**What you need to do**.
Beginning at the line that contains "Map reading. Describe", write out every line down to the end of the records, with both ends kept and nothing added.

**Exercise data**.
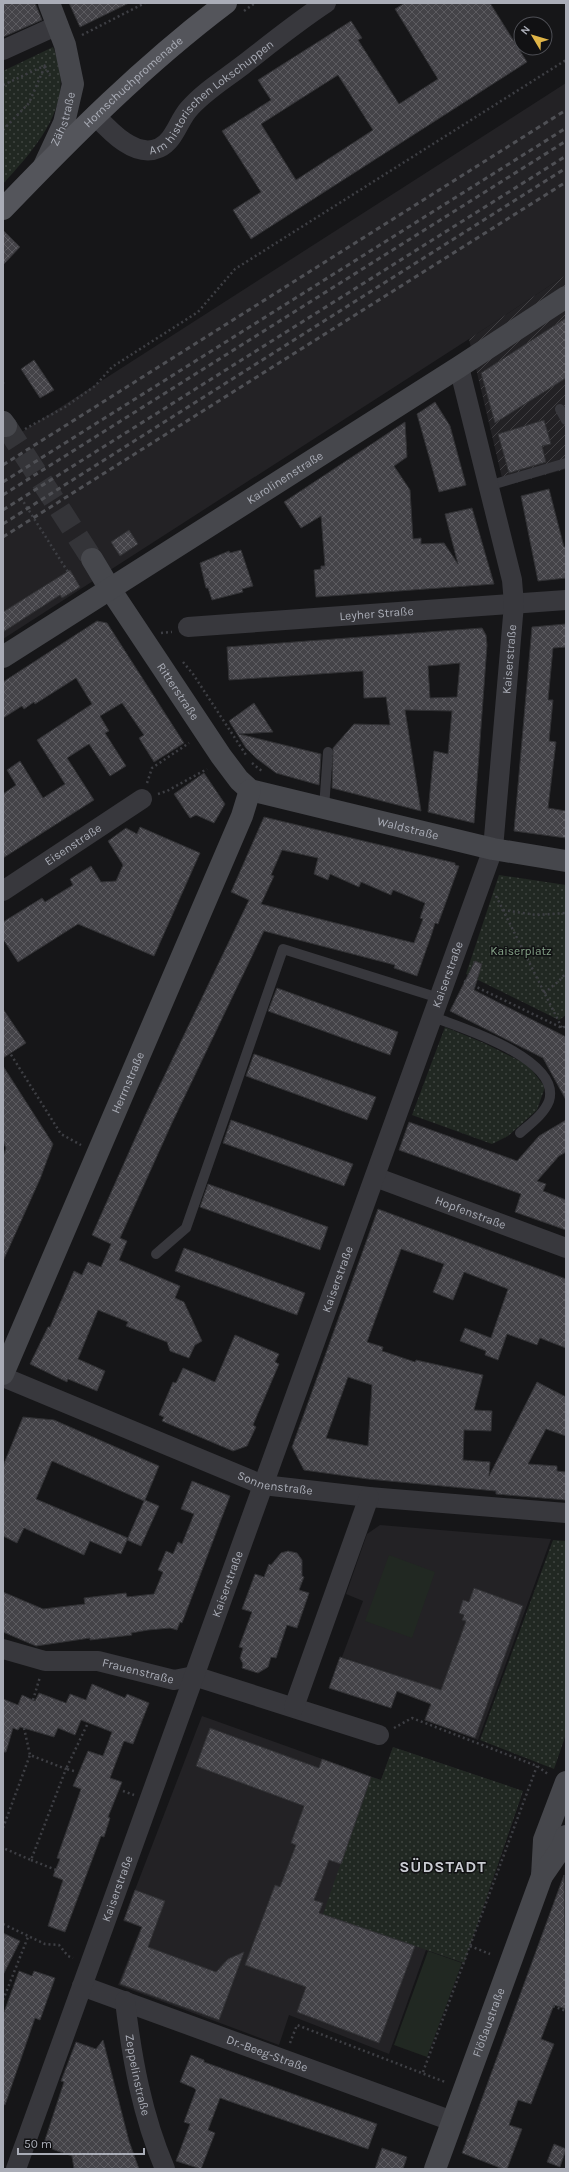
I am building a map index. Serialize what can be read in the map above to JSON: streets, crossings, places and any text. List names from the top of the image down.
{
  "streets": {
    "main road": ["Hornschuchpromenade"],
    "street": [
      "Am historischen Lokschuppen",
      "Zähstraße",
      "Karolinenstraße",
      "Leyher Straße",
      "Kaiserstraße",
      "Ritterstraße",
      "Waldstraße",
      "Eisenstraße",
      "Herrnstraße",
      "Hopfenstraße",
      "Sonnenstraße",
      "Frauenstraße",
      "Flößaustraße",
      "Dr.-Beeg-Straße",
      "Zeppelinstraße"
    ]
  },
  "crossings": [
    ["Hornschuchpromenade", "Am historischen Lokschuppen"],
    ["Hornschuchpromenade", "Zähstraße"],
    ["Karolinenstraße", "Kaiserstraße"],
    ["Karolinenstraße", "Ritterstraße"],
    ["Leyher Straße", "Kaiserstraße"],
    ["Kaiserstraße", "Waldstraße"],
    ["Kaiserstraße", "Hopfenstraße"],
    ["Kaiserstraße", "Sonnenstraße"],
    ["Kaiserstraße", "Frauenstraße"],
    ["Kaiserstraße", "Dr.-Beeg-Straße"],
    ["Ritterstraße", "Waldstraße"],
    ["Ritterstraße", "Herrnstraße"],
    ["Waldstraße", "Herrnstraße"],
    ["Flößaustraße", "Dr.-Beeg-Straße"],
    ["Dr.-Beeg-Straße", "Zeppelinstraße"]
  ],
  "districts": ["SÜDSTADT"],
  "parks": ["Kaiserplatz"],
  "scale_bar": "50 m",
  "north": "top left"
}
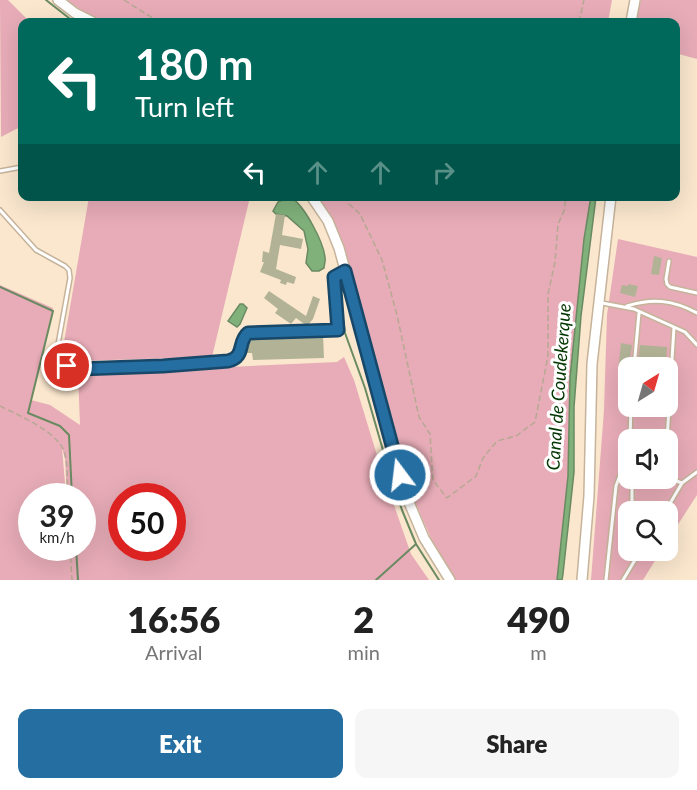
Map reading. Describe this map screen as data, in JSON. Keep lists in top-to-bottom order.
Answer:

**Response**.
Map reading. Describe this map screen as data, in JSON. Keep lists in top-to-bottom order.
Answer:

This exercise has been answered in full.